ENÉAS LOUR É ATOR, DRAMATURGO, CENÓGRAFO E DIRETOR TEATRAL

5 de dez. de 2010

A GRALHA AZUL / ENÉAS E FÁTIMA


A GRALHA AZUL EM CRISE
  

Na matéria do Caderno G deste domingo (05/12/2010), a premiação do Troféu Gralha Azul é criticada por alguns artistas locais em alguns aspectos e mecanismos, tais como a seleção de jurados pouco afetos ao metier, quando, na realidade, me parece que o foco principal das críticas deveria ser endereçada ao seus mantenedores, ou seja, aos órgãos oficiais de Cultura no Estado do Paraná, especificamente à Secretaria de Cultura via Centro Cultural Teatro Guaíra, que mantém tal premiação oficial. Estes sim, como órgãos de fomento às artes cênicas, deveriam ser questionados pela classe artística pela desvalorização desta premiação, que, ano a ano vem se configurando como uma falácia, em termos de política cultural cujo objetivo seria prestigiar o artista e a produção teatral paranaense.

Porém, é somente nos finais de temporada, depois de publicados os indicados à premiação, que surgem – todos os anos – as críticas, geralmente superficiais, sobre estes ou aqueles aspectos; esta ou aquela indicação; este ou aquele disparate, engano ou falha creditada aos jurados, etc... etc...
Mas, durante o decorrer do ano nada ou quase nada é feito, nada é proposto para reestruturar, redimensionar, rever tais questões. No máximo uma ou outra reunião, ditas assembléias, no SATED, com pouquíssima freqüência são realizadas e, no próximo ano, lá vem de novo no jornal a mesma história de anos e anos.

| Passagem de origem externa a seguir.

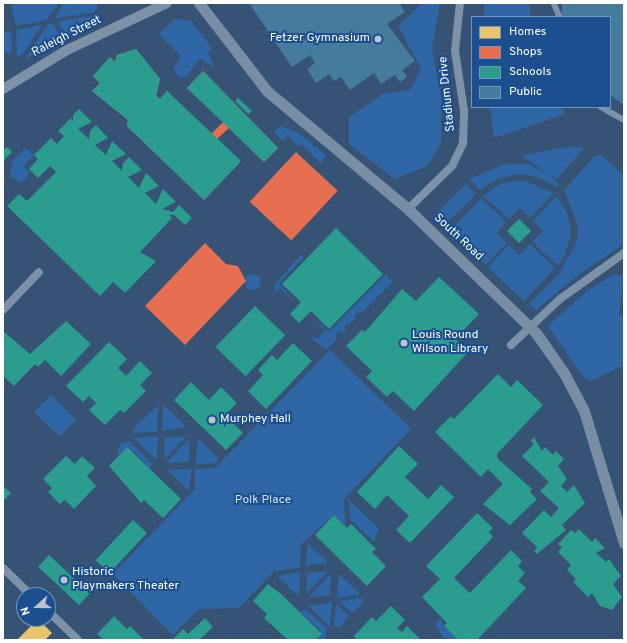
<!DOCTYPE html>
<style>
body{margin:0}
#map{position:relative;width:627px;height:643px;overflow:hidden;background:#365274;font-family:Overpass,sans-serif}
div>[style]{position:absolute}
.green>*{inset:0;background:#2f66a5;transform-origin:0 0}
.round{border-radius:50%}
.homes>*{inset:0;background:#e9c46a}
.shops>*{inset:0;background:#e76f51;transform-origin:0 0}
.schools>*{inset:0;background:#2a9d8f;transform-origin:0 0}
.public>*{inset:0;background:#457b9d}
.pedestrian>*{height:5.5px;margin:-2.75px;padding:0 2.75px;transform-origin:2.75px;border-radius:2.75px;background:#7d92a8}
.minor>*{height:8px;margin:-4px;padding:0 4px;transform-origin:4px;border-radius:4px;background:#7d92a8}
.tertiary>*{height:10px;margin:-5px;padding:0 5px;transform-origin:5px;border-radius:5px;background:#7d92a8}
.secondary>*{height:11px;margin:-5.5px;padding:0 5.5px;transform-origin:5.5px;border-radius:5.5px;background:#798da4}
.dots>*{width:11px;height:11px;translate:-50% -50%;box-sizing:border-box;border:2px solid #1b4f8f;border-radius:50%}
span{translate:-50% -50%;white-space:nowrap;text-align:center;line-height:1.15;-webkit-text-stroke:4px #1b4f8f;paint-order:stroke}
.street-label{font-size:12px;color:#fff}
.poi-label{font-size:12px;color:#fff}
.right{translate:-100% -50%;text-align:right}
.left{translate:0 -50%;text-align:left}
.park-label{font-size:12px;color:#cfe3fa}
.frame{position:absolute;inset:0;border:4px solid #fff;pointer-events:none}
.legend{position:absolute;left:471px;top:16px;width:140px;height:92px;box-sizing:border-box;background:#1b4f8f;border:1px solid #7695bc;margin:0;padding:5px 7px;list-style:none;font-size:12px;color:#fff}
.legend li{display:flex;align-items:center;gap:8px;height:20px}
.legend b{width:20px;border:1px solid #7695bc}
.north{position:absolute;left:16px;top:587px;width:40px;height:40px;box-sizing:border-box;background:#1b4f8f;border:1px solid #7695bc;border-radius:50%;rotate:249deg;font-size:11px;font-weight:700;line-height:16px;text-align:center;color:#fff}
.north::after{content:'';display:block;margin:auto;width:14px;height:18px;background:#b9c2ce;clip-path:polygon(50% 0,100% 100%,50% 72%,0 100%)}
</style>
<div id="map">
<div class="green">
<i style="clip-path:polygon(14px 3px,17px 4px,59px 3px,47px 20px,16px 26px,11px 6px)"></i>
<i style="clip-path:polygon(63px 3px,99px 3px,95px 12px,55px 19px)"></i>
<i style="clip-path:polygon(422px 3px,440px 3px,432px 48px,441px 97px,441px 143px,427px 166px,395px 179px,349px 144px,349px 117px,383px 94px,411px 89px,421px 69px,398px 26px)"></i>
<i style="left:484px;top:3px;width:46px;height:14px"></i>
<i style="clip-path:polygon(94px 16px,91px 27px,25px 59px,48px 24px,54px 24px,58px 34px,62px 32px,59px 21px)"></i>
<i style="clip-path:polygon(175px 18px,192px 22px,212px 48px,208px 52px,215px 69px,200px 58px,186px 77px,178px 77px,173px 67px,180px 59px,179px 54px,159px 34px)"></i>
<i style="clip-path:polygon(42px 25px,23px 54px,17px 57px,16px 30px)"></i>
<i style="clip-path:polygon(9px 31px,12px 36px,11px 56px,3px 50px,3px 32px)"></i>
<i style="clip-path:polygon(490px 107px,562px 107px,565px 114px,494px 138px)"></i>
<i style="clip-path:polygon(281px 126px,298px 133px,326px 155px,321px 163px,301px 144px,298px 146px,288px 136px,283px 141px,274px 132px)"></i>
<i style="clip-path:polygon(571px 146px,584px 148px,557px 179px,550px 175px,559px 184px,557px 187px,535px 176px,518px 174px,497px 179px,480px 190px,469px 179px,507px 163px,528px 164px,548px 174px,522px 156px)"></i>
<i style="clip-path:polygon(25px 148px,34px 155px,24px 166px,29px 173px,22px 183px,10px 176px,12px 162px)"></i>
<i style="clip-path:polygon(601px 155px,624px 176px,624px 244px,574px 278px,536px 310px,529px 304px,560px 273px,577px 241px,578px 226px,564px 190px,594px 157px)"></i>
<i style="clip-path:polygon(523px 180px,554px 193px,530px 218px,519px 208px,509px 219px,483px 196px,500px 184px)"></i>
<i style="left:466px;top:184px;width:14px;height:44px;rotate:45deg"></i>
<i style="clip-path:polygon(556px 196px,567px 212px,571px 232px,565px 255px,558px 266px,532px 242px,543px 231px,533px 221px)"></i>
<i style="clip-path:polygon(481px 198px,506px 222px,497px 233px,507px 243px,486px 265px,450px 231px)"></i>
<i style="clip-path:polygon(530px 244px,555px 268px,524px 301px,488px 267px,509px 245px,520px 255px)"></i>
<i style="clip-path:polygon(301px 255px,304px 257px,279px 284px,297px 305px,280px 288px,276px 292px,274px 285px)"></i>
<i style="clip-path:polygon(386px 274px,392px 282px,362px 313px,360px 311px,354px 316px,356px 319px,344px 327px,346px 330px,342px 334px,340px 331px,335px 336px,337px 339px,327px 349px,311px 339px,314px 336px,317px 339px,325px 331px,309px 313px,329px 332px)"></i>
<i class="round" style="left:245px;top:274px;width:16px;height:16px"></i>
<i style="clip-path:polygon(613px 275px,624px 275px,619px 314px,624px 319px,624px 365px,591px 381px,583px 377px,548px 326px,587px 291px)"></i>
<i style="clip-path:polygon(330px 350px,411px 429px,344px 499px,345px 526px,334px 515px,301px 544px,300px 568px,274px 571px,239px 608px,199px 609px,173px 635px,113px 574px,195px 489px,195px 469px,215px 468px)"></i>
<i style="left:51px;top:395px;width:35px;height:24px;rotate:44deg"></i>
<i style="clip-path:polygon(163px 404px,184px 425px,184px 428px,162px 431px)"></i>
<i style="clip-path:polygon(158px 405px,157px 432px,133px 433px,133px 429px)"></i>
<i style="clip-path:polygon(158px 436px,157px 458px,155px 459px,134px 438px)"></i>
<i style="clip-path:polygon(187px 436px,165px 459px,164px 460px,165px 438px)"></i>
<i style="clip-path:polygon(198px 438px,218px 458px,216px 463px,195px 465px)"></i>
<i style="clip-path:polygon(189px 439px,189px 462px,167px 463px,167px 462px)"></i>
<i style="clip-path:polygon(129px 441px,153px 464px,149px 469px,134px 451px,120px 455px,117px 452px,121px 443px)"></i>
<i style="clip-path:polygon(192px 469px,189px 491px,167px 470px,168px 470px)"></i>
<i style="clip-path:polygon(348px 499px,379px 529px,374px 542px,351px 520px)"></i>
<i style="clip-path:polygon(308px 544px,327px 561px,327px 563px,305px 566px)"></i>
<i style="clip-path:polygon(328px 571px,306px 594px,307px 573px)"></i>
<i style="clip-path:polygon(300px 572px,299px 595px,298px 596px,277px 576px)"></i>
<i style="clip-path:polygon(331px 573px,330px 595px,308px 598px)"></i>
<i style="clip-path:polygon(339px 574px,359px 593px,359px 595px,337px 598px)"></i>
<i style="clip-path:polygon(362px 598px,364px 602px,352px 613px,339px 601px)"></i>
<i style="clip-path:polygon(332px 602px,330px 625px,329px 626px,309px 606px)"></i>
<i style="clip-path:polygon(336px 604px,349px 616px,339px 628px,334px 625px)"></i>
<i style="clip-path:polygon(306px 609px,327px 629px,325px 640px,316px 640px,321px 635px,320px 630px,300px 612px)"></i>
<i style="clip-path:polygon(440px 618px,444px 627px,458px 640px,446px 640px,442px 635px,435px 624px)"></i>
</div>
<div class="homes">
<i style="clip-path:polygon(38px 619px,52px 633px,45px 640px,17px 640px)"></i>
</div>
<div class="shops">
<i style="clip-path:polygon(136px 49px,160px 79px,156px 96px,160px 99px,167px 91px,211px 134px,223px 122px,187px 88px,203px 71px,278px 148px,264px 162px,229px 128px,217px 139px,240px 162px,204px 200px,127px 126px,128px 120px,92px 91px,100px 83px,93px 76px,110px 57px,115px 62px,117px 55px)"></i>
<i style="left:296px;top:152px;width:57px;height:68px;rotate:43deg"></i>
<i style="clip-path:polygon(205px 243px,226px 264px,238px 266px,246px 281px,185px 345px,145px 306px)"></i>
</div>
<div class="schools">
<i style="clip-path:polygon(136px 49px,160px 79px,156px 96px,160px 99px,167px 91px,241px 161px,204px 200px,134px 133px,127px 126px,128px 120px,92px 91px,100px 83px,93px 76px,110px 57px,115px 62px,117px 55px)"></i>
<i style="clip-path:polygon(203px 71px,278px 148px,264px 162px,187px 88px)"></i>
<i style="clip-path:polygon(238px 98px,252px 111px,248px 114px,235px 101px)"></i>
<i style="clip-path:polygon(79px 109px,92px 122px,78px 129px,89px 139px,90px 131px,96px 125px,108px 138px,95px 145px,106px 155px,112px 141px,126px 154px,112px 161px,122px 171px,123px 163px,129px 157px,142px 170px,128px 177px,139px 188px,146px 173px,159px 186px,145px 193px,156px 204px,163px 189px,176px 202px,162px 209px,173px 212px,179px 205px,192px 218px,185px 225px,174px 215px,169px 215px,172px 218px,140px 252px,156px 261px,125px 293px,113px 282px,100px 296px,7px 206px,19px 194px,27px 201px,56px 172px,50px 166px,38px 178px,29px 169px,38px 159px,34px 155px,51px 138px,57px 144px,64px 136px,58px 131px,71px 118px,73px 122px,73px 115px)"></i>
<i style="clip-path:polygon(7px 147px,12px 152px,3px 161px,3px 150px)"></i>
<i style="left:519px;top:219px;width:17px;height:17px;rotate:45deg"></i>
<i style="clip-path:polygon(336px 228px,383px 274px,329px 329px,311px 311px,299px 323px,290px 314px,301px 302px,282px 284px)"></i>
<i style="clip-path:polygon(439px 277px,479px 314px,455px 339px,469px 351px,414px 411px,393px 391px,387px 397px,366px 377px,372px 371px,346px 346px,362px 330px,365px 332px,402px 289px,416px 301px)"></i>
<i style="left:255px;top:306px;width:42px;height:57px;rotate:44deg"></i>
<i style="clip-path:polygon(66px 321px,91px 344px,61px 376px,45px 360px,38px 367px,35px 364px,14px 386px,3px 376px,3px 331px,30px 354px)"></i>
<i style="clip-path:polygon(109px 342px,127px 359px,118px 368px,126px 376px,140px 361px,152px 373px,140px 385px,146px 391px,124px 413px,120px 410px,105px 425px,89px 410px,96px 403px,89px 396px,83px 402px,66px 386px)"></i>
<i style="clip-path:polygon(293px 343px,312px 361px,266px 409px,248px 391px,263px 375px,258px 370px,272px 355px,277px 360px)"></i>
<i style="clip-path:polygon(498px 374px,511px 387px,517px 380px,543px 405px,497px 454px,498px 459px,532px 489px,530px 492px,537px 499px,510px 525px,483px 504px,503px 484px,488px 469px,481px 477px,435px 432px,451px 416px,454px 419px)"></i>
<i style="clip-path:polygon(191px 382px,209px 400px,221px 387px,237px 403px,225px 415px,243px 433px,226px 450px,174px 400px)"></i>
<i style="clip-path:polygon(534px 437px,542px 451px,545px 447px,553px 455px,556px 451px,564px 459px,558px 466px,567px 479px,561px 486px,567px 492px,574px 485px,585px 503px,562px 525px,566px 530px,537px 554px,534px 551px,537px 547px,522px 533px,544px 510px,551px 517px,559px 508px,540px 491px,549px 482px,522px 456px,534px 444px,531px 441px)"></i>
<i style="clip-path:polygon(399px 446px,418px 464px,405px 477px,428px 499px,441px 485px,454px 497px,410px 543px,396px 530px,409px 516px,387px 495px,375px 509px,357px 492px)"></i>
<i style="clip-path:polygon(127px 447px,181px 499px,163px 518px,144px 500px,141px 503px,109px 466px)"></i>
<i style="clip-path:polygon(66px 456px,75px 464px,82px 456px,95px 468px,87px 476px,96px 486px,74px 509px,65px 500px,60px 504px,48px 492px,52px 488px,43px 479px)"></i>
<i style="clip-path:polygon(3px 486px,11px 493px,3px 501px)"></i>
<i style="clip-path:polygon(477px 513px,493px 528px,489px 532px,493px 537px,454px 578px,470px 593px,511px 550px,522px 561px,518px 566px,525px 573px,518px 581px,526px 588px,477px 640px,458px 640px,444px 626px,447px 623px,422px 597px,440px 579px,426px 566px)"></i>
<i style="clip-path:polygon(334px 515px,347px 528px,351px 524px,376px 549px,372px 552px,386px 566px,367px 586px,315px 535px)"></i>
<i style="left:133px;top:520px;width:19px;height:55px;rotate:43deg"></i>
<i style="clip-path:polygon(579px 529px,592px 542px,595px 538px,605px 548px,596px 553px,606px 562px,609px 559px,621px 576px,613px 584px,622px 597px,612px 610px,600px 606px,592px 593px,588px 597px,573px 582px,576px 579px,567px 570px,571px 565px,558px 552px,562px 547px,558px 544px,571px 530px,575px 533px)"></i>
<i style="left:49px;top:555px;width:56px;height:16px;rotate:43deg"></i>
<i style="clip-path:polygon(268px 584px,281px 594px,322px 634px,315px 640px,288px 640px,264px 618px,267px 614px,253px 601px)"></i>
<i style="clip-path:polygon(391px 606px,405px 620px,397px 628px,402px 632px,407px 626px,421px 640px,357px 640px,354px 636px,372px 617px,376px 621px)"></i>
<i style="clip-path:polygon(114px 616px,127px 629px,130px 626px,143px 639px,104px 640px,97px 634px)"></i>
<i style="clip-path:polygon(205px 618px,213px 627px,199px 640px,172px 640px,183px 629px,188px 634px)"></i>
</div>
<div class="public">
<i style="clip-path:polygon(249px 3px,399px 3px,405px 12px,387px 24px,415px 61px,402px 70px,407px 77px,400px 82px,395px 75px,381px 84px,374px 73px,350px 90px,341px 77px,334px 81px,329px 74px,316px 83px,307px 69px,315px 63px,310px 55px,292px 67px)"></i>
<i style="clip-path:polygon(562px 3px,624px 3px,624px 105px,610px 95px,610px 17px,562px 17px)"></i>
</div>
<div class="pedestrian">
<i style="left:554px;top:3px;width:15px;rotate:67deg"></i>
<i style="left:601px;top:107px;width:26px;rotate:29deg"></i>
</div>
<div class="minor">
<i style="left:408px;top:209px;width:62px;rotate:-44.3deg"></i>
<i style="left:452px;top:166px;width:25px;rotate:-64deg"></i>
<i style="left:463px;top:143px;width:32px;rotate:-88deg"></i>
<i style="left:464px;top:111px;width:61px;rotate:-98.5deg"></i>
<i style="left:455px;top:51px;width:48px;rotate:-84.1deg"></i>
<i style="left:3px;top:310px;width:52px;rotate:-46.5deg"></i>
<i style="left:511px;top:345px;width:67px;rotate:-43.2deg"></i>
<i style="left:560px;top:299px;width:79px;rotate:-35.7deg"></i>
<i style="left:3px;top:568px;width:39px;rotate:44deg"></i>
<i style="left:48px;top:611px;width:42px;rotate:44deg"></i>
</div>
<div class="tertiary">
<i style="left:3px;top:89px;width:75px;rotate:-31.4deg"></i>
<i style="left:67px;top:50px;width:110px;rotate:-25.2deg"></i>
</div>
<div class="secondary">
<i style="left:199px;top:3px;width:111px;rotate:52.3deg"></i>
<i style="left:267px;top:91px;width:184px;rotate:39.9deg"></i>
<i style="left:408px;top:209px;width:178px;rotate:44.1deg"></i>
<i style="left:536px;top:333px;width:49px;rotate:55deg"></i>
<i style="left:564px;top:373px;width:43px;rotate:62.2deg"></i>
<i style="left:584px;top:411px;width:138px;rotate:73.1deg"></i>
</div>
<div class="dots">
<i style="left:378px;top:39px;background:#b9c2ce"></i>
<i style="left:404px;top:343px;background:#b9c2ce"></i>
<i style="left:212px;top:420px;background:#b9c2ce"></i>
<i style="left:64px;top:580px;background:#b9c2ce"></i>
</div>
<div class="street-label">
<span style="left:67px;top:37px;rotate:-27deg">Raleigh Street</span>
<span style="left:448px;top:94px;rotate:-96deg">Stadium Drive</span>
<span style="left:458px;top:238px;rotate:43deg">South Road</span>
</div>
<div class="poi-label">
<span class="right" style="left:370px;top:39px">Fetzer Gymnasium</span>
<span class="left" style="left:412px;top:343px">Louis Round<br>Wilson Library</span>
<span class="left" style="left:220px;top:420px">Murphey Hall</span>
<span class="left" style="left:72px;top:580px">Historic<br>Playmakers Theater</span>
</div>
<div class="park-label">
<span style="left:263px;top:501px">Polk Place</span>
</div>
<div class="frame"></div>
<ul class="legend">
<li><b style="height:11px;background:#e9c46a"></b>Homes</li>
<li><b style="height:11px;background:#e76f51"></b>Shops</li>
<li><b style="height:11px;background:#2a9d8f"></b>Schools</li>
<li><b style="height:11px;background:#457b9d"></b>Public</li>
</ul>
<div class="north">N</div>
</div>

O que tem que haver é a disposição da classe em exigir que as entidades oficiais de cultura, que o novo Secretário de Cultura, o novo Diretor Presidente do CCTG efetivamente se comprometam e assumam a discussão profunda com a classe artística para implementação de um projeto de premiação que resulte na valorização do artista local.

Um projeto de premiação cujos critérios objetivem abrir espaço para a produção cênica local. Não essa migalha de final de ano que confere um troféu de latão e uma quantia irrisória de dinheiro aos premiados, inclusive com desconto de ISS, coisa bem estúpida para uma premiação estatal.

Alguém se lembra - alguém da classe artística local, porque seria demais pedir que algum “leigo” se lembrasse - de quem ganhou o Troféu Gralha Azul do ano passado? E dos premiados de 2009, alguém, além dos então premiados, se lembra quem recebeu a Gralha Azul como o “melhor” daquele ano de 2009? E de 2008? ... Não? ... Pois é: ninguém lembra porque esta premiação não repercute, não adiciona nada, não destaca ninguém, não valoriza ninguém, nem o artista, nem o grupo, nem os técnicos, nem as companhias, nada.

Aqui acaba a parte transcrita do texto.